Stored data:
■ ■ ■
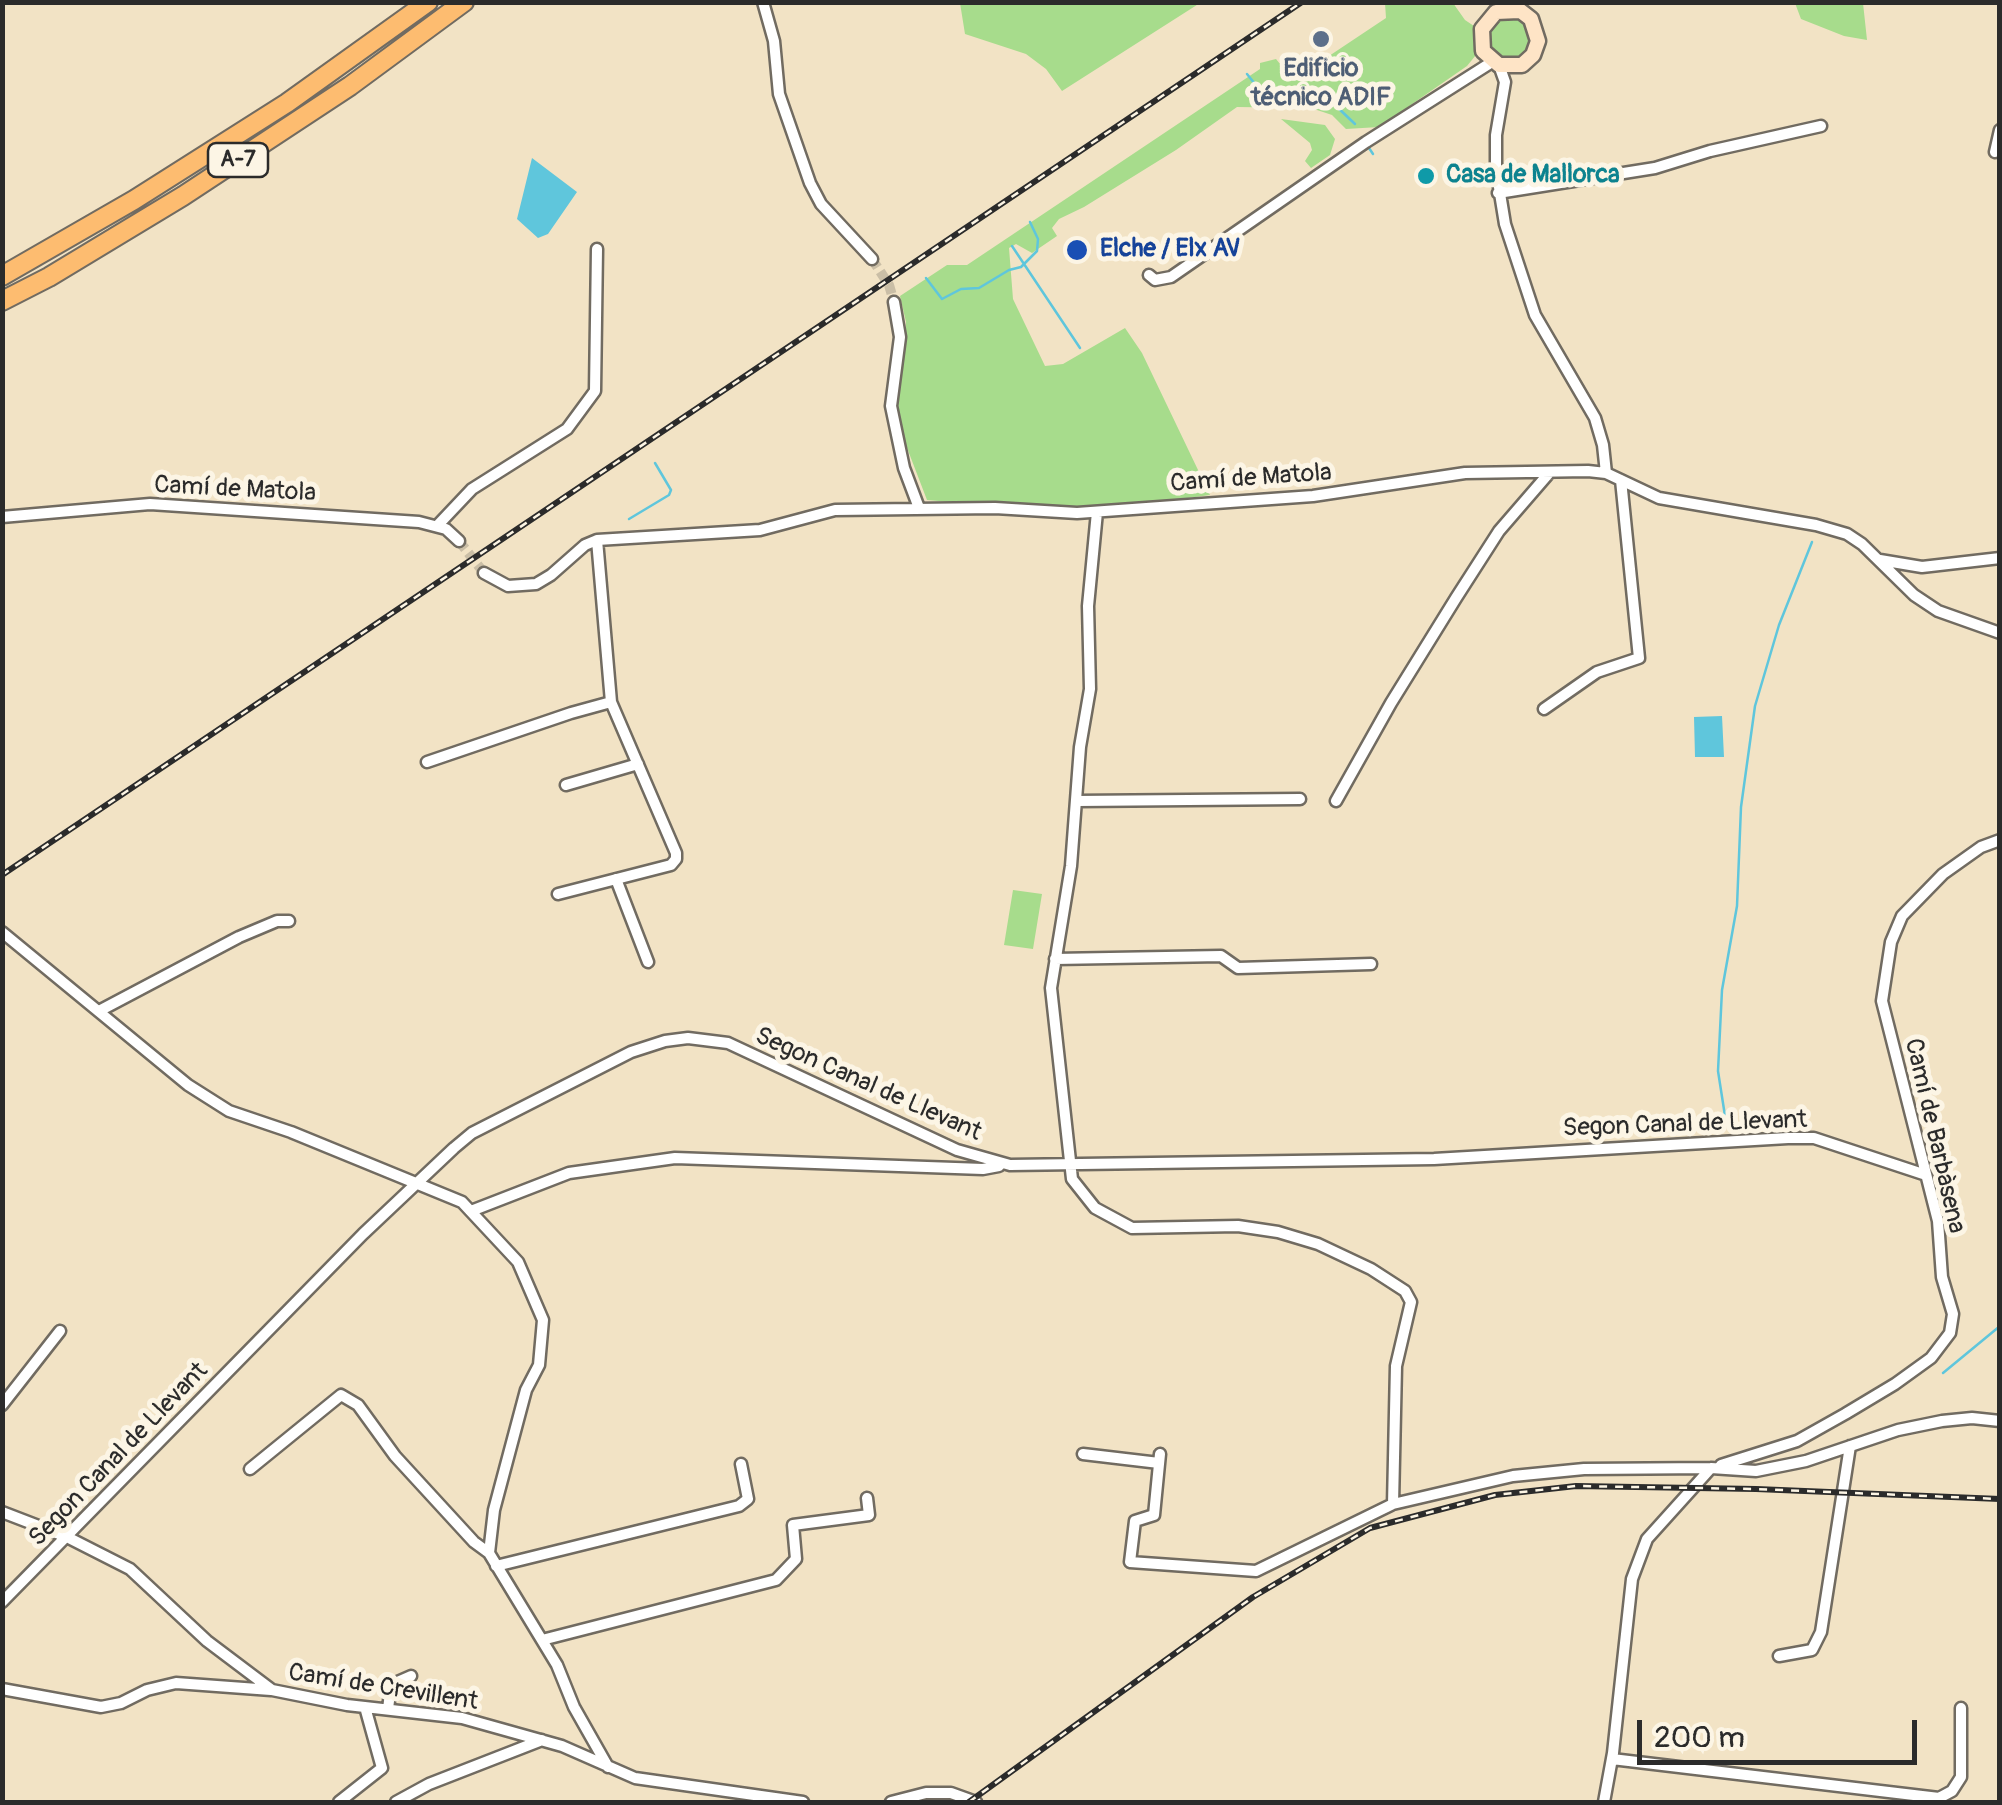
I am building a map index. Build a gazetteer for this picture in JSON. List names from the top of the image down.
{
  "streets": {
    "highway": ["A-7"],
    "street": [
      "Camí de Matola",
      "Segon Canal de Llevant",
      "Camí de Barbàsena",
      "Camí de Crevillent"
    ]
  },
  "crossings": [
    ["Segon Canal de Llevant", "Camí de Barbàsena"],
    ["Segon Canal de Llevant", "Camí de Crevillent"]
  ],
  "places": ["Edificio técnico ADIF", "Casa de Mallorca", "Elche / Elx AV"],
  "scale_bar": "200 m"
}
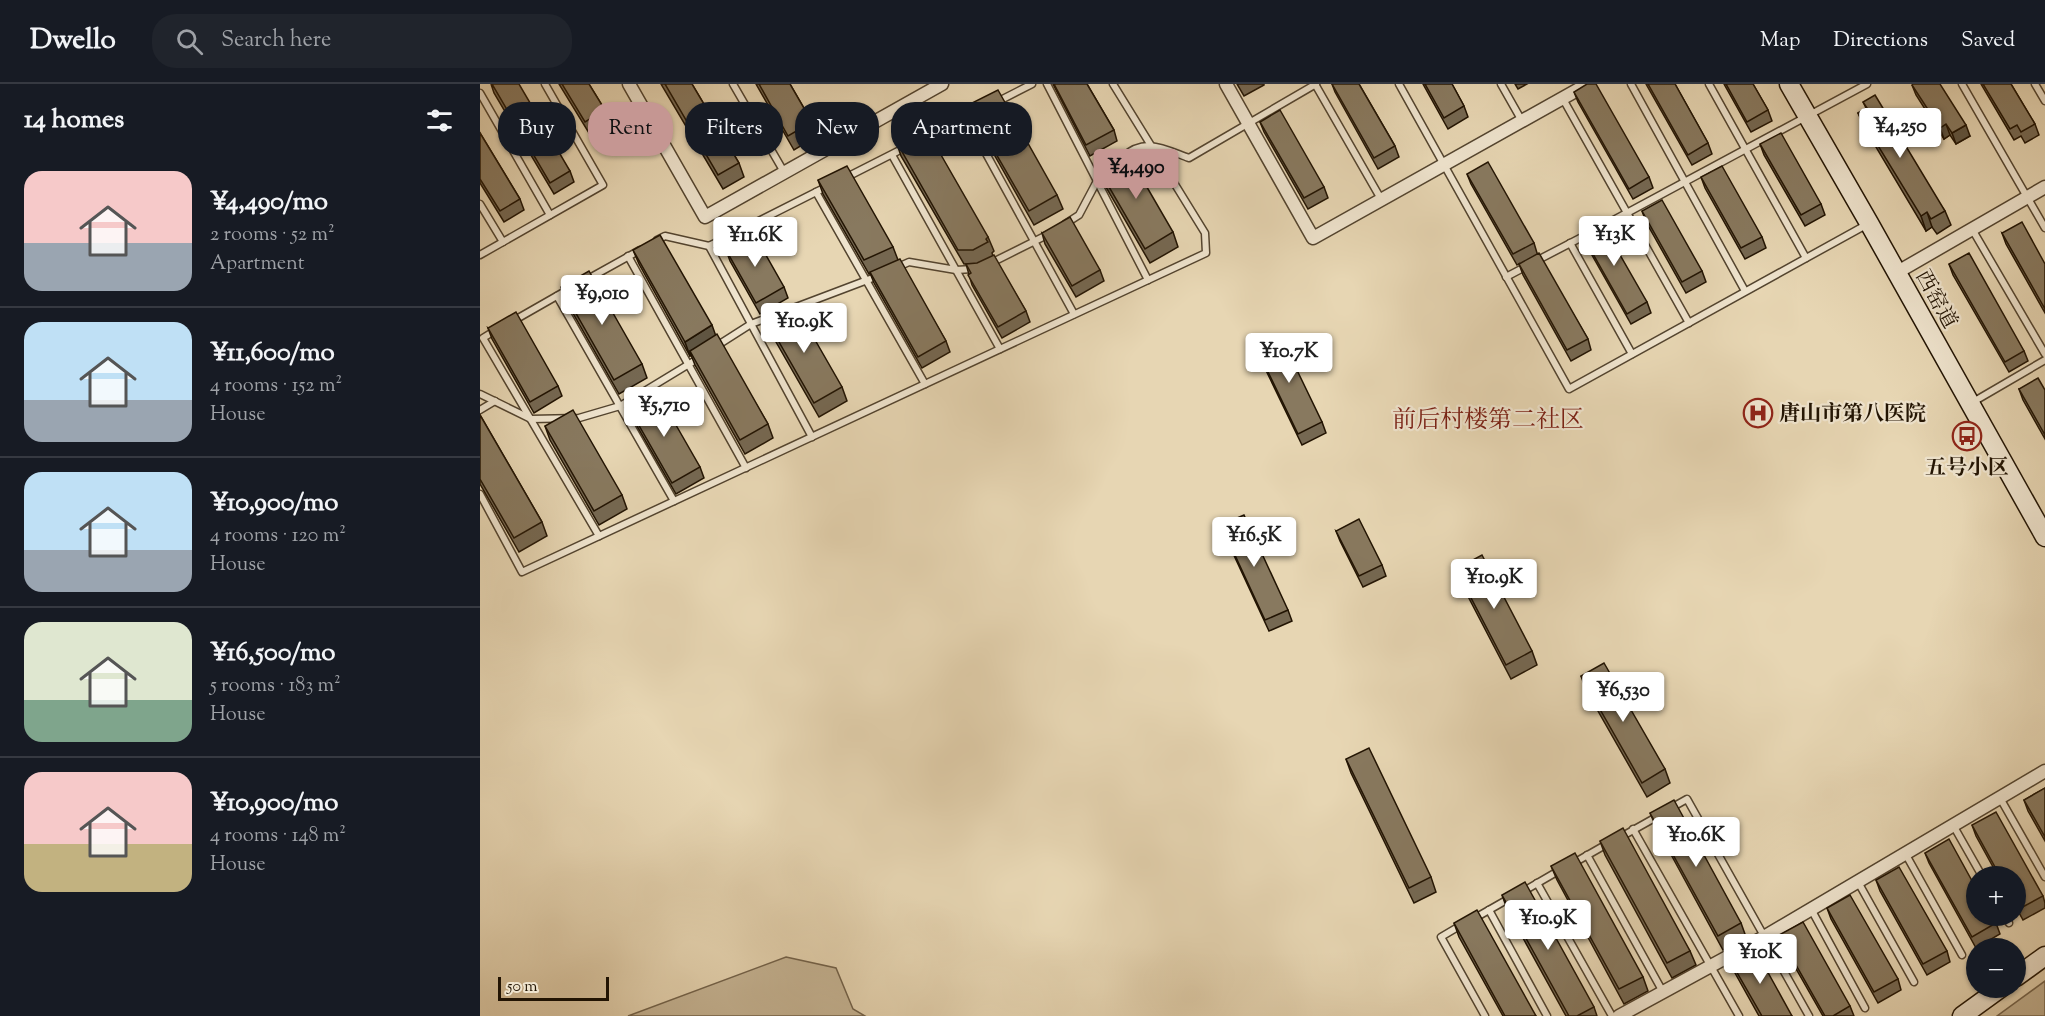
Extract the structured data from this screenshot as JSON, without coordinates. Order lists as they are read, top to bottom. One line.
{"streets":{"street":["西窑道"]},"districts":["前后村楼第二社区"],"places":{"hospital":["唐山市第八医院"],"bus stop":["五号小区"]},"scale_bar":"50 m","page":{"header":"Dwello","search":"Search here","nav":["Map","Directions","Saved"],"heading":"14 homes","chip":["Buy","Rent","Filters","New","Apartment"],"price":["¥4,250","¥4,490","¥13K","¥11.6K","¥9,010","¥10.9K","¥10.7K","¥5,710","¥16.5K","¥10.9K","¥6,530","¥10.6K","¥10.9K","¥10K"],"list":[{"name":"¥4,490/mo","note":"2 rooms · 52 m² · Apartment"},{"name":"¥11,600/mo","note":"4 rooms · 152 m² · House"},{"name":"¥10,900/mo","note":"4 rooms · 120 m² · House"},{"name":"¥16,500/mo","note":"5 rooms · 183 m² · House"},{"name":"¥10,900/mo","note":"4 rooms · 148 m² · House"}],"map_buttons":["+","−"],"scale":"50 m"}}
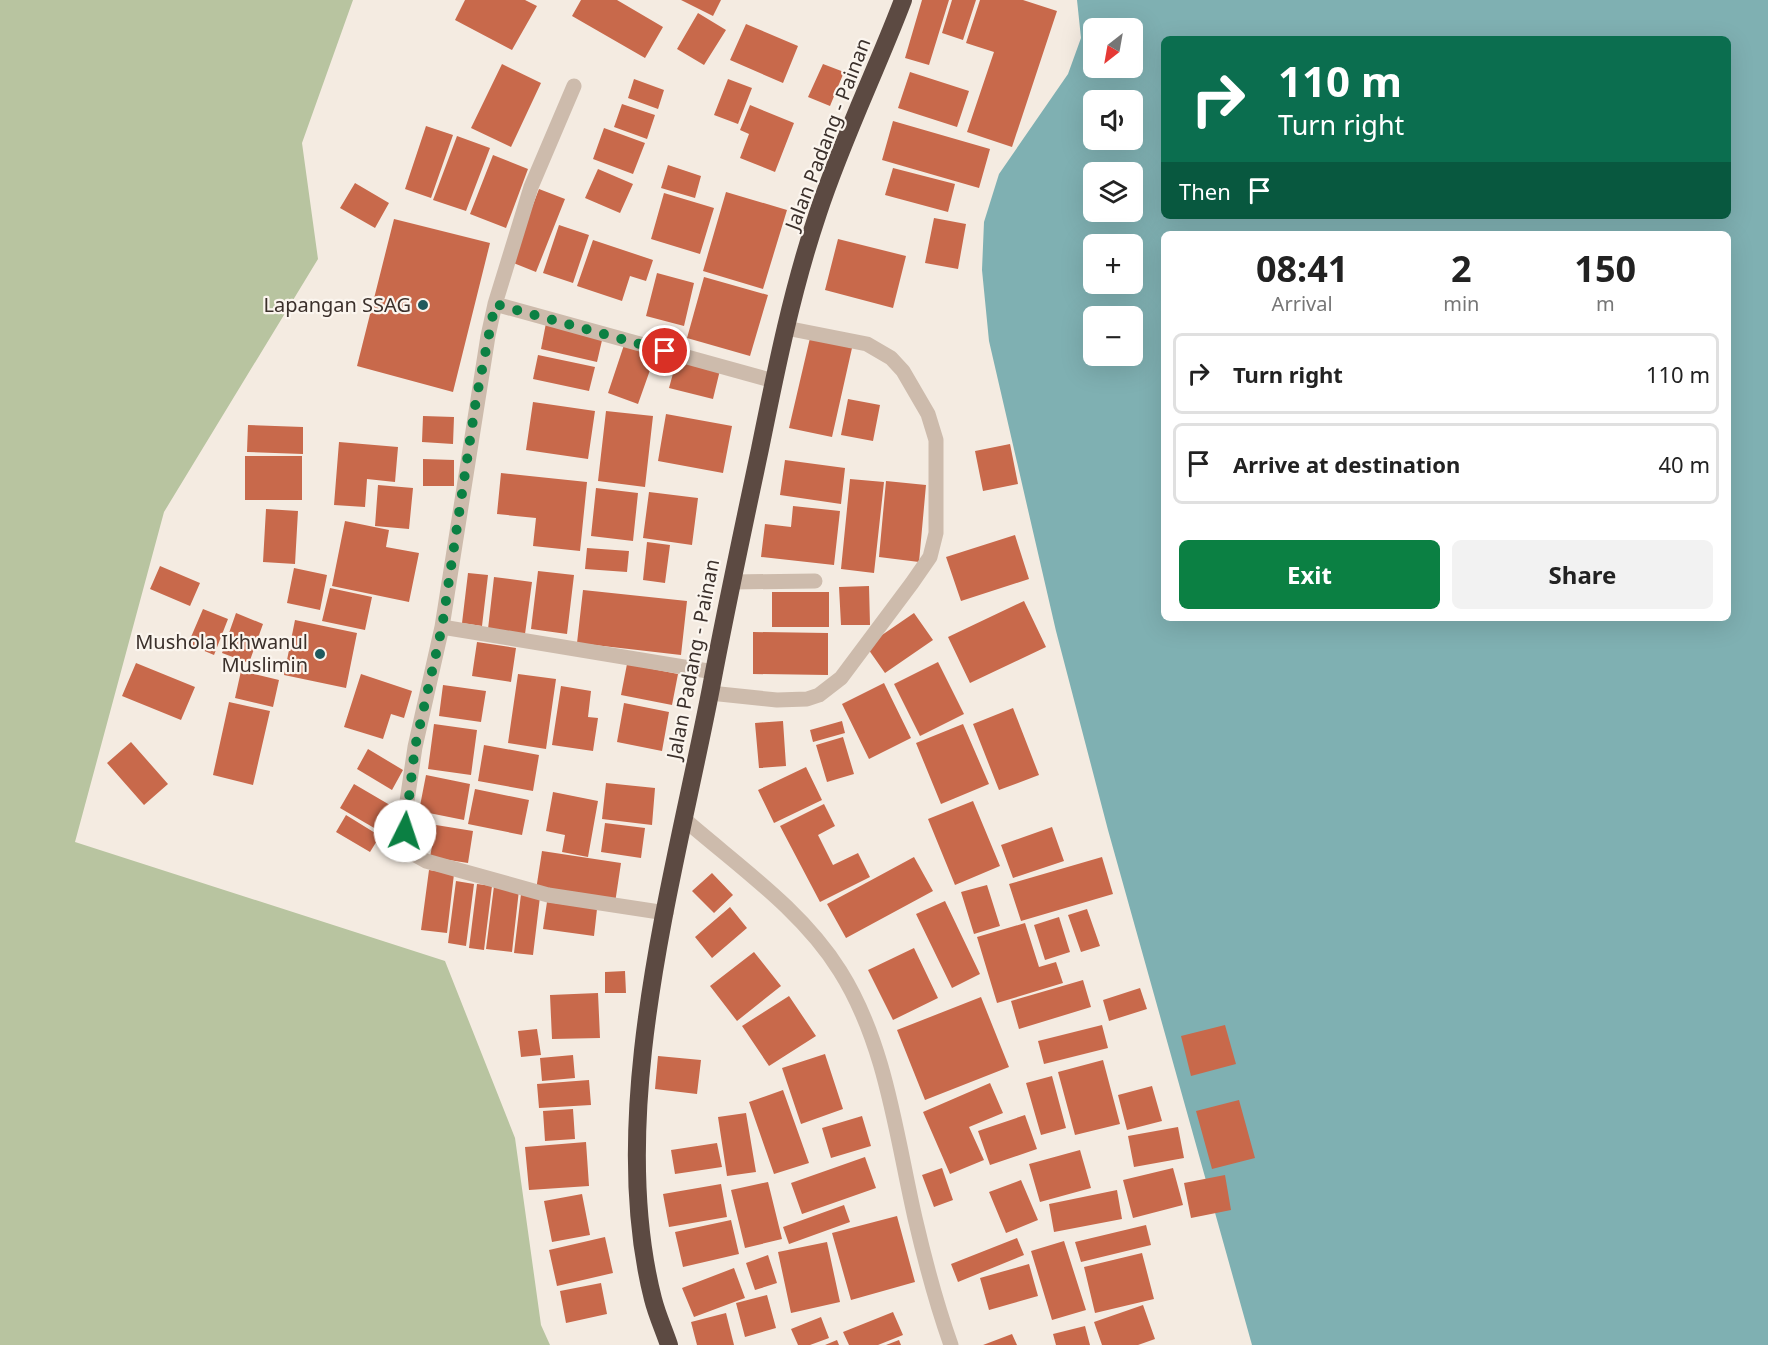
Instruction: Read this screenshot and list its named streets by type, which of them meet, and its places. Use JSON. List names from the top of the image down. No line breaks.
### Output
■ ■ ■
Reproduce every line above exactly, pictures excluded.

**Written solution**
I am building a map index. Build a gazetteer for this picture in JSON. List names from the top of the image down.
{
  "streets": {
    "highway": ["A-7"],
    "street": [
      "Camí de Matola",
      "Segon Canal de Llevant",
      "Camí de Barbàsena",
      "Camí de Crevillent"
    ]
  },
  "crossings": [
    ["Segon Canal de Llevant", "Camí de Barbàsena"],
    ["Segon Canal de Llevant", "Camí de Crevillent"]
  ],
  "places": ["Edificio técnico ADIF", "Casa de Mallorca", "Elche / Elx AV"],
  "scale_bar": "200 m"
}
Extract the structured data from this screenshot as JSON, without coordinates. Order lists as they are read, top to bottom. One line.
{"streets":{"street":["西窑道"]},"districts":["前后村楼第二社区"],"places":{"hospital":["唐山市第八医院"],"bus stop":["五号小区"]},"scale_bar":"50 m","page":{"header":"Dwello","search":"Search here","nav":["Map","Directions","Saved"],"heading":"14 homes","chip":["Buy","Rent","Filters","New","Apartment"],"price":["¥4,250","¥4,490","¥13K","¥11.6K","¥9,010","¥10.9K","¥10.7K","¥5,710","¥16.5K","¥10.9K","¥6,530","¥10.6K","¥10.9K","¥10K"],"list":[{"name":"¥4,490/mo","note":"2 rooms · 52 m² · Apartment"},{"name":"¥11,600/mo","note":"4 rooms · 152 m² · House"},{"name":"¥10,900/mo","note":"4 rooms · 120 m² · House"},{"name":"¥16,500/mo","note":"5 rooms · 183 m² · House"},{"name":"¥10,900/mo","note":"4 rooms · 148 m² · House"}],"map_buttons":["+","−"],"scale":"50 m"}}
Instruction: Read this screenshot and list its named streets by type, which of them meet, and its places. Use JSON. List names from the top of the image down. No line breaks.
### Output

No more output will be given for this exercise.